* [Raw data]
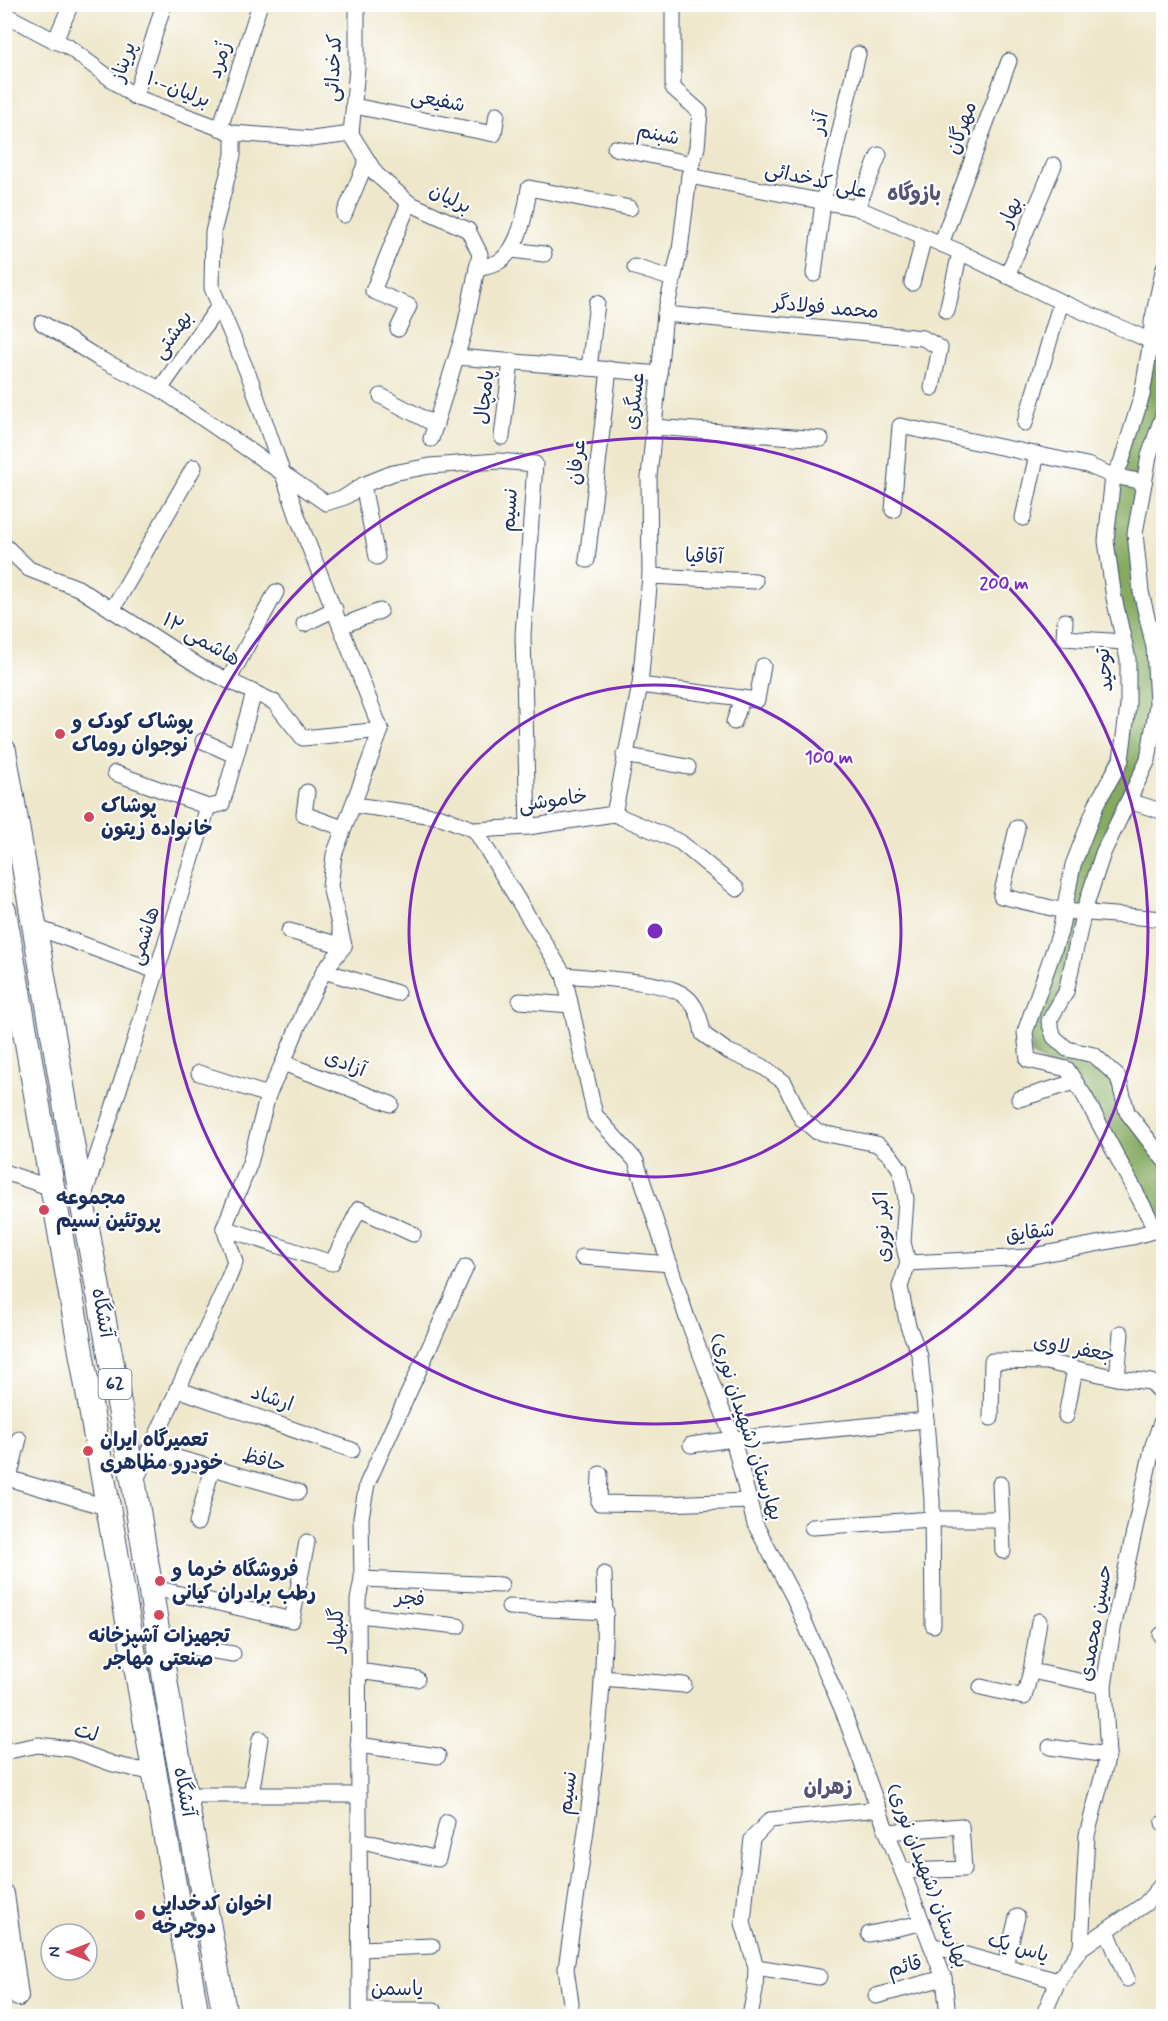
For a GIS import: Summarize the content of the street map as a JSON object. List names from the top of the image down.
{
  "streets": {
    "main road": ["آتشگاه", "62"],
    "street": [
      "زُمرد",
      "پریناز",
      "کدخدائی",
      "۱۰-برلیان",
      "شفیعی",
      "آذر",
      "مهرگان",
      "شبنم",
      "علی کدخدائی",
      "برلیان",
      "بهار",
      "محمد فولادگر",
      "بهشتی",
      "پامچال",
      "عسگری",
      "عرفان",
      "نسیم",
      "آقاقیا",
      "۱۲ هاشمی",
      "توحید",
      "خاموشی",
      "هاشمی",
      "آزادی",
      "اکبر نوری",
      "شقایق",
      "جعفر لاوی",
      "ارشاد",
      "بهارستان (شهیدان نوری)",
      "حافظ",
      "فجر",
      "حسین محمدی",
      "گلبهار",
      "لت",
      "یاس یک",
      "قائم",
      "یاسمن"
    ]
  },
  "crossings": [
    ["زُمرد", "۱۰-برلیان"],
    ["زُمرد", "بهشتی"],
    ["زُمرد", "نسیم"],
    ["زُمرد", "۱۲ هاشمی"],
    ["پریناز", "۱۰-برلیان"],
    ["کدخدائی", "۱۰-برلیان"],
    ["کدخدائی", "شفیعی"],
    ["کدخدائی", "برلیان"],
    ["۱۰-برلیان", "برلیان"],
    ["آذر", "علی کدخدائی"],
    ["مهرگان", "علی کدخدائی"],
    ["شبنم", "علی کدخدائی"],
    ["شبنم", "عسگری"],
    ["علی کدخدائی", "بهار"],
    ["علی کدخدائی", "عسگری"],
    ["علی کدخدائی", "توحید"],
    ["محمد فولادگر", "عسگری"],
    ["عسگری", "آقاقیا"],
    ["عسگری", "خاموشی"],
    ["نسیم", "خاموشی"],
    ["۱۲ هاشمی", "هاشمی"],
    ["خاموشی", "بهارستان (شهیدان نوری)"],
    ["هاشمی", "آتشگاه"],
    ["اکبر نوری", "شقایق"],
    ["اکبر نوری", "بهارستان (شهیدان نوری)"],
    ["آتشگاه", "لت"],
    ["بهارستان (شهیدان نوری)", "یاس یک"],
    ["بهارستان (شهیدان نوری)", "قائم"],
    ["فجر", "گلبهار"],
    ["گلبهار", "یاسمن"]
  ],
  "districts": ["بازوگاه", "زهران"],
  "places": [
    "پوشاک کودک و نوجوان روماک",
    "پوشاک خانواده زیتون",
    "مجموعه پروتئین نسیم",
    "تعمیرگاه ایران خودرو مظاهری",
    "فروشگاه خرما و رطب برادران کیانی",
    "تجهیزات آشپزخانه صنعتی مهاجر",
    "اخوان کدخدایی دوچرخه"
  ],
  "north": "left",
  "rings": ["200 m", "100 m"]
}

* [Work task] Copy out each line of the entries above that holds "بهارستان".

* [Solution to this task]
      "بهارستان (شهیدان نوری)",
    ["خاموشی", "بهارستان (شهیدان نوری)"],
    ["اکبر نوری", "بهارستان (شهیدان نوری)"],
    ["بهارستان (شهیدان نوری)", "یاس یک"],
    ["بهارستان (شهیدان نوری)", "قائم"],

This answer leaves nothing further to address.